From a doctrinal perspective, Justice Alito’s opinion has controversial aspects. The Court defers in part on a trial court’s findings at a preliminary hearing that, based on a medical witnesses’ testimony, a higher dosage of the drug will work effectively even though the finding is contested by others. Should problems with the drug arise in the future, the Court can rule that the condemned in this case simply did not produce sufficient evidence of risk. Additionally, the Court announced that challenging a method of execution requires proof that a less painful method exists and is available. This will strike many constitutional lawyers as odd. It only seems to make sense if the Constitution’s ban on cruel and unusual punishments is ultimately conditioned by a requirement that there be a death penalty. Justice Sotomayor calls a version of the Court’s argument here a “flawed Syllogism”: Some method of execution must be available, holds the Court, so the condemned must come forward with an acceptable and available method to prevail. But the Constitution rejects a cruel and unusual method of death, regardless of the crime committed or other methods conceivable.
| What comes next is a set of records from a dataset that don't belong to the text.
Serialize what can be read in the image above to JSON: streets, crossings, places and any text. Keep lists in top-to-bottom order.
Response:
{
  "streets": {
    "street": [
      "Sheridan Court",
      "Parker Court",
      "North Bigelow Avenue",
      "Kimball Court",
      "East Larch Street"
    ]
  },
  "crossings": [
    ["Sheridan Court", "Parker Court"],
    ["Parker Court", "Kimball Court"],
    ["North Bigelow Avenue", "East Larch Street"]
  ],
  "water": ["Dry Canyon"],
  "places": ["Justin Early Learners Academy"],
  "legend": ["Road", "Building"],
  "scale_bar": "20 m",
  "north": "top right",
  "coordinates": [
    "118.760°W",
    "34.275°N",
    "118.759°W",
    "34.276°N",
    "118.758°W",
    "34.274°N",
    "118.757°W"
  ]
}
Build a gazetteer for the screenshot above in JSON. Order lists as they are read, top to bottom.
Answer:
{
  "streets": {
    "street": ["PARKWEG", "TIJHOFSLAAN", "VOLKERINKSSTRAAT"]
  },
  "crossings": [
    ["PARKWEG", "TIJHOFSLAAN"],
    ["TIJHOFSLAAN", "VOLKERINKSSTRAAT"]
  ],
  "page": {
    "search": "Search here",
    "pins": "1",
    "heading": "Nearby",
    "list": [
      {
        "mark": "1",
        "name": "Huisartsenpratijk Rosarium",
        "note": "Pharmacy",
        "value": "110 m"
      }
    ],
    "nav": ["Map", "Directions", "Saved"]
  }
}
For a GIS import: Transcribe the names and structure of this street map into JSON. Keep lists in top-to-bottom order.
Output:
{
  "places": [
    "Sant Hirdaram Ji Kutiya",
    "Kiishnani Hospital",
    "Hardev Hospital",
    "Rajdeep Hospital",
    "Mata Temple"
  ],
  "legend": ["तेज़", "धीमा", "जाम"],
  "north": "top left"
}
This last dispute underscores what is really going on here, under cover of the lethal drug controversy. Five Justices at this time wish to retain capital punishment; four do not.
*Michael Meltsner is Matthews Distinguished Professor of Law at Northeastern Law School. In awarding him an honorary doctor of law in 2012, John Jay College named him the “principal architect” of the legal abolition movement for his work with the NAACP Legal Defense Fund.